TASK BRIEF = Every line of the records below that holds the word "lists" belongs in the answer.

DATA FOR REVIEW =
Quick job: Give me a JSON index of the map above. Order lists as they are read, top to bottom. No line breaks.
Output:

==

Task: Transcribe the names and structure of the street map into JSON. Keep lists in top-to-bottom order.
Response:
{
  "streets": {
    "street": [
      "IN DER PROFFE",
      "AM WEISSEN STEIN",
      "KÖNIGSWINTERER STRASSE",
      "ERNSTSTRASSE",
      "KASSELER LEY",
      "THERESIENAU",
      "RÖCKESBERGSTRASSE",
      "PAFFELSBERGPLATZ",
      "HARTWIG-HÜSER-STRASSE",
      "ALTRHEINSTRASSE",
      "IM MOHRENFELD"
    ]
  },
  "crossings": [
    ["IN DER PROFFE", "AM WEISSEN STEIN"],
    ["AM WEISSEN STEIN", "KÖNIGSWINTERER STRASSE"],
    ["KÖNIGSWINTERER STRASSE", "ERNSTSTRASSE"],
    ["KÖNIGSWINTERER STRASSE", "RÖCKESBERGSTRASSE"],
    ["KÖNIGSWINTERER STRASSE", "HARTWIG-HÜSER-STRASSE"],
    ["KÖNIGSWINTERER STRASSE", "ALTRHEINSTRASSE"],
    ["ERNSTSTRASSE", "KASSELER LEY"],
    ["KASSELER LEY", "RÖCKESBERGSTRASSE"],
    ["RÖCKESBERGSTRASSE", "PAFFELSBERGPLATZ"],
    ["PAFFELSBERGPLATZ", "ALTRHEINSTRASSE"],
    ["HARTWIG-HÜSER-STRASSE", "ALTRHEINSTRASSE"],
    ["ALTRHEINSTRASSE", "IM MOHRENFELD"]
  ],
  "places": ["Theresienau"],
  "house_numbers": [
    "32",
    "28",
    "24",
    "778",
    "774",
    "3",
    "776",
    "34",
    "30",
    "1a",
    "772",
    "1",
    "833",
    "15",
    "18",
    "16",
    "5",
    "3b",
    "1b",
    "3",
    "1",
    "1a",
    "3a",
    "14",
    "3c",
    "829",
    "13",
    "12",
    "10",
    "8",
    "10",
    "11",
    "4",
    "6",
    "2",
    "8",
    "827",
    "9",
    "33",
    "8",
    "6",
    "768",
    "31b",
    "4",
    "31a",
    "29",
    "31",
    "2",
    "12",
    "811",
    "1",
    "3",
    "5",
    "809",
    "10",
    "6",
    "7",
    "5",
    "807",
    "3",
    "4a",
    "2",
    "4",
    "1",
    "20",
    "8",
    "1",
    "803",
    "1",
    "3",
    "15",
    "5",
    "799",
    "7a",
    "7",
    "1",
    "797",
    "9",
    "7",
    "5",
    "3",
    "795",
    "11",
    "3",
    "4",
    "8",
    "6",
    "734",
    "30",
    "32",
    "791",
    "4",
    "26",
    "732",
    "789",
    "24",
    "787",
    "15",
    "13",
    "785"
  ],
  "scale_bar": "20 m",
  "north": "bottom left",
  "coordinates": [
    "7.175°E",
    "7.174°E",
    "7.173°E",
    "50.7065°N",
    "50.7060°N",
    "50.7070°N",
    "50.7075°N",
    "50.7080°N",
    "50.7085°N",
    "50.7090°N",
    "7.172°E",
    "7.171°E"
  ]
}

RESPONSE TO THE TASK =
Quick job: Give me a JSON index of the map above. Order lists as they are read, top to bottom. No line breaks.
Task: Transcribe the names and structure of the street map into JSON. Keep lists in top-to-bottom order.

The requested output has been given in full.